** Opening Given data block **

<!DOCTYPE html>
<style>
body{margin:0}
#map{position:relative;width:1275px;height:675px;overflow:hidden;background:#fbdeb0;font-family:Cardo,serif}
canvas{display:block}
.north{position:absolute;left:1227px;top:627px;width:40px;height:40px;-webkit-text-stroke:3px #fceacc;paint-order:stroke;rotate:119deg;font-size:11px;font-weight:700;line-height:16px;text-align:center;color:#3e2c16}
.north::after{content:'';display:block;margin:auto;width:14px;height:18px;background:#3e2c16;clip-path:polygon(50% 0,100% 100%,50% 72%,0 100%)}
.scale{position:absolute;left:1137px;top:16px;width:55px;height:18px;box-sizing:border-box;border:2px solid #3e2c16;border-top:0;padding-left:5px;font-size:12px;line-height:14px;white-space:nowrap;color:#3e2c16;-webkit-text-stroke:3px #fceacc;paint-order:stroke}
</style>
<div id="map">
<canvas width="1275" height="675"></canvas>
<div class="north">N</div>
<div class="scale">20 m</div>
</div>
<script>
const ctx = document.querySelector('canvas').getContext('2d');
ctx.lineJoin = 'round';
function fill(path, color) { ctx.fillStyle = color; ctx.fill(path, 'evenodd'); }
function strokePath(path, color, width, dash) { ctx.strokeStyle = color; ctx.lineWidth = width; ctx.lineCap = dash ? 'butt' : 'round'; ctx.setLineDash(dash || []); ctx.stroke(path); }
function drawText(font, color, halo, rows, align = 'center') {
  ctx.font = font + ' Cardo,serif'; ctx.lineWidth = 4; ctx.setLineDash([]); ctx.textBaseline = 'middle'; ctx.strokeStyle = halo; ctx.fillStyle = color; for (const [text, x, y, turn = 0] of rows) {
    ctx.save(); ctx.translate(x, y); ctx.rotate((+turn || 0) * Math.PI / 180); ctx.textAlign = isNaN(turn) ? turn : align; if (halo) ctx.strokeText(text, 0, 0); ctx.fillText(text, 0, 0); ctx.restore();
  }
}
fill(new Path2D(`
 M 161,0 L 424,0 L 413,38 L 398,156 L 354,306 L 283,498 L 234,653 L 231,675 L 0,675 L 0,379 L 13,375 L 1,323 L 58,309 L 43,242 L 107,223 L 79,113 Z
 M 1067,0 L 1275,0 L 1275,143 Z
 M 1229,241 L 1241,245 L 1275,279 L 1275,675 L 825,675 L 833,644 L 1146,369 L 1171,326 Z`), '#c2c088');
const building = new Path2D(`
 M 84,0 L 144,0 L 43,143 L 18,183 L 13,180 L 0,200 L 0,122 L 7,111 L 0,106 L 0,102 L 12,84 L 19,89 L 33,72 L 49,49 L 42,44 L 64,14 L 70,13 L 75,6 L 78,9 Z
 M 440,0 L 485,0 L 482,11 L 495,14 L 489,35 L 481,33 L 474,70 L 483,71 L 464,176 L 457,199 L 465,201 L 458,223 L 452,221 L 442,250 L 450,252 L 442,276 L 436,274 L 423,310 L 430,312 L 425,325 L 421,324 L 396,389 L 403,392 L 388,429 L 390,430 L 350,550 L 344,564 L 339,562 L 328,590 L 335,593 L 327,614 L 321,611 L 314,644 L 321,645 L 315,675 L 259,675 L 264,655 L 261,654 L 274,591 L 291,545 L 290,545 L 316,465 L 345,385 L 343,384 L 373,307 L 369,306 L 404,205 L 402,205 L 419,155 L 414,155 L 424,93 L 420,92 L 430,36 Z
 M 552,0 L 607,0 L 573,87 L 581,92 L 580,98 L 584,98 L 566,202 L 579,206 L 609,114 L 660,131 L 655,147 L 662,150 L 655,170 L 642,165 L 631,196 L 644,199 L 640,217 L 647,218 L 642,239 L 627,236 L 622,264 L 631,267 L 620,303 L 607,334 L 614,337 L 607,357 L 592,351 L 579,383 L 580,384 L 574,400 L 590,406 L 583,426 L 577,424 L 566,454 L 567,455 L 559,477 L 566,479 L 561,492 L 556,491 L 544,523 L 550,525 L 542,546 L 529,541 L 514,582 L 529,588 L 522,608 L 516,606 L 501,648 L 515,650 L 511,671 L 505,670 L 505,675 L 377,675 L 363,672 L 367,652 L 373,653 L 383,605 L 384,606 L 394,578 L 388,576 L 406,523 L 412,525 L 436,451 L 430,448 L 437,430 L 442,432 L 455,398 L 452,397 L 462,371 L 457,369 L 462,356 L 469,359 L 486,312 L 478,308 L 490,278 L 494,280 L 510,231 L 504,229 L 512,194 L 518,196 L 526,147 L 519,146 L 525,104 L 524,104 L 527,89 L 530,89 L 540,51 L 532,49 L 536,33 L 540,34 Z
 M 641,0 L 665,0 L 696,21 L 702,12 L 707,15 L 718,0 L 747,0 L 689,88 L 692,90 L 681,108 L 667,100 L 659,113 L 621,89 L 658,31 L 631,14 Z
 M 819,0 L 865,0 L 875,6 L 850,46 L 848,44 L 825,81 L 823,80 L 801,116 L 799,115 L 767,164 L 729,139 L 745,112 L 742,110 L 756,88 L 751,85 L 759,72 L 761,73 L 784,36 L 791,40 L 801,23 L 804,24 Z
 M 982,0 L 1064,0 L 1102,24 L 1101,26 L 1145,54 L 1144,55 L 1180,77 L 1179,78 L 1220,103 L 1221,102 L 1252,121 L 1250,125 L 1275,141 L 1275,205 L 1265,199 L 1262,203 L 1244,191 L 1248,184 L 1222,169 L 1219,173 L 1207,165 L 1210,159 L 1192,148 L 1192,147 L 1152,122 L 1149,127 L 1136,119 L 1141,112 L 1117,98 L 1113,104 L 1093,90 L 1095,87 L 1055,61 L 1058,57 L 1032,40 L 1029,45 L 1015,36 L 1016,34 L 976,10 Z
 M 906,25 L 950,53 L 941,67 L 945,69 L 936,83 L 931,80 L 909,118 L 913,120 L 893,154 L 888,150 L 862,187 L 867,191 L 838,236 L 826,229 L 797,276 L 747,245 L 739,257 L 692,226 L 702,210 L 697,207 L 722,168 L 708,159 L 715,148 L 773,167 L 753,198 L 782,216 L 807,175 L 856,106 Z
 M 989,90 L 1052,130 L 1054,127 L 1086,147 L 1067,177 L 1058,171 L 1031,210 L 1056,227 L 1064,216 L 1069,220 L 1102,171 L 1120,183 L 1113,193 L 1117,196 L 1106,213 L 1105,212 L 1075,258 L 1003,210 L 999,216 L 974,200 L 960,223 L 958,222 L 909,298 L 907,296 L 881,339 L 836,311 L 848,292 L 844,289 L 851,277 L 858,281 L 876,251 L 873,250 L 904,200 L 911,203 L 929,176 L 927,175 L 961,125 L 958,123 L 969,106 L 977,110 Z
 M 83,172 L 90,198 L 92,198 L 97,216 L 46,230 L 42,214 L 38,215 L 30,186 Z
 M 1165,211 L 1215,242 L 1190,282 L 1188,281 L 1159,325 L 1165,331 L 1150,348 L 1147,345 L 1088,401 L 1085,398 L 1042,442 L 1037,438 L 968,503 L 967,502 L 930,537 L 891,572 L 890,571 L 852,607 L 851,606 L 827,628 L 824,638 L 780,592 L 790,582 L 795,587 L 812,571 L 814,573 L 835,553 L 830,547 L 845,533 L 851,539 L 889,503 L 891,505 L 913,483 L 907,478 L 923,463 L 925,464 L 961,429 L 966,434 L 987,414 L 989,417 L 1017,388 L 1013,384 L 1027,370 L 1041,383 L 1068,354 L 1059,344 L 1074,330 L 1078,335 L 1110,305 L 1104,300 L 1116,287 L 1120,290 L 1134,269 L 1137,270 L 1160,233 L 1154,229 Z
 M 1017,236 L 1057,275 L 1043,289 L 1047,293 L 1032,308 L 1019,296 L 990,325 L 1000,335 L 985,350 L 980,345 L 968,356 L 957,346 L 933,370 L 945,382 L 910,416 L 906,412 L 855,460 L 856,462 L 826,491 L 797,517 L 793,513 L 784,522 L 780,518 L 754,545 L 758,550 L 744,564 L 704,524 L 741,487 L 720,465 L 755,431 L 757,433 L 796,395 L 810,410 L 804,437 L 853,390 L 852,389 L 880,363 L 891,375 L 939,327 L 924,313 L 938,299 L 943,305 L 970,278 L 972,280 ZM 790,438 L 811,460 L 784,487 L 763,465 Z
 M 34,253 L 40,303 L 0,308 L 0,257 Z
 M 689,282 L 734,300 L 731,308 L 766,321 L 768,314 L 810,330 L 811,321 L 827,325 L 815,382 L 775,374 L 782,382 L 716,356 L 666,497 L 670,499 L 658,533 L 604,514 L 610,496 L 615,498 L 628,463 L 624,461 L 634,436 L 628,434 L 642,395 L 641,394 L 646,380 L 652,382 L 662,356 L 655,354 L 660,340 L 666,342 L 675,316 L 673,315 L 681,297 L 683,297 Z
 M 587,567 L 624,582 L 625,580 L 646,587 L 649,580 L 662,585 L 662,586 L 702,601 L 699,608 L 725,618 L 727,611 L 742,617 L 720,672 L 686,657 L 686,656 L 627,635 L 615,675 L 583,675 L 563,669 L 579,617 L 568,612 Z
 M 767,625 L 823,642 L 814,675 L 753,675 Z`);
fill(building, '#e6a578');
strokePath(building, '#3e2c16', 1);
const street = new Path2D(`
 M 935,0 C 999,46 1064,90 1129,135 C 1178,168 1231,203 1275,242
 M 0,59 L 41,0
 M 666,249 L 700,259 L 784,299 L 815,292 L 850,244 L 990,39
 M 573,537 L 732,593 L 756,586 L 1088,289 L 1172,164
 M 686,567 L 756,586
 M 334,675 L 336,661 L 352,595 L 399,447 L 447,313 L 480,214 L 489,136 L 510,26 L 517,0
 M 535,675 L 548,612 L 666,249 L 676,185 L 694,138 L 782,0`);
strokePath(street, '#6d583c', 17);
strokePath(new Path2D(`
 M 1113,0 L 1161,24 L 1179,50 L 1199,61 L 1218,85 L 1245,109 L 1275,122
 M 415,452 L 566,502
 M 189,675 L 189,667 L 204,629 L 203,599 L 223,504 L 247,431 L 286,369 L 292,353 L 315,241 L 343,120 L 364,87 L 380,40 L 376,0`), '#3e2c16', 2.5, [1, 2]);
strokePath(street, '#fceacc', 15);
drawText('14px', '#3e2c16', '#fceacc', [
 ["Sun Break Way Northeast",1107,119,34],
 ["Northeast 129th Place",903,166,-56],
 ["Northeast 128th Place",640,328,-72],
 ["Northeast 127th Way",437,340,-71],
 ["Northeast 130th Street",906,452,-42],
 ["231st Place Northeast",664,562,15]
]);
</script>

** Closing Given data block **

Requirement
Match on "strokeStyle" and report each line of the data above that has it.

Task result
function strokePath(path, color, width, dash) { ctx.strokeStyle = color; ctx.lineWidth = width; ctx.lineCap = dash ? 'butt' : 'round'; ctx.setLineDash(dash || []); ctx.stroke(path); }
  ctx.font = font + ' Cardo,serif'; ctx.lineWidth = 4; ctx.setLineDash([]); ctx.textBaseline = 'middle'; ctx.strokeStyle = halo; ctx.fillStyle = color; for (const [text, x, y, turn = 0] of rows) {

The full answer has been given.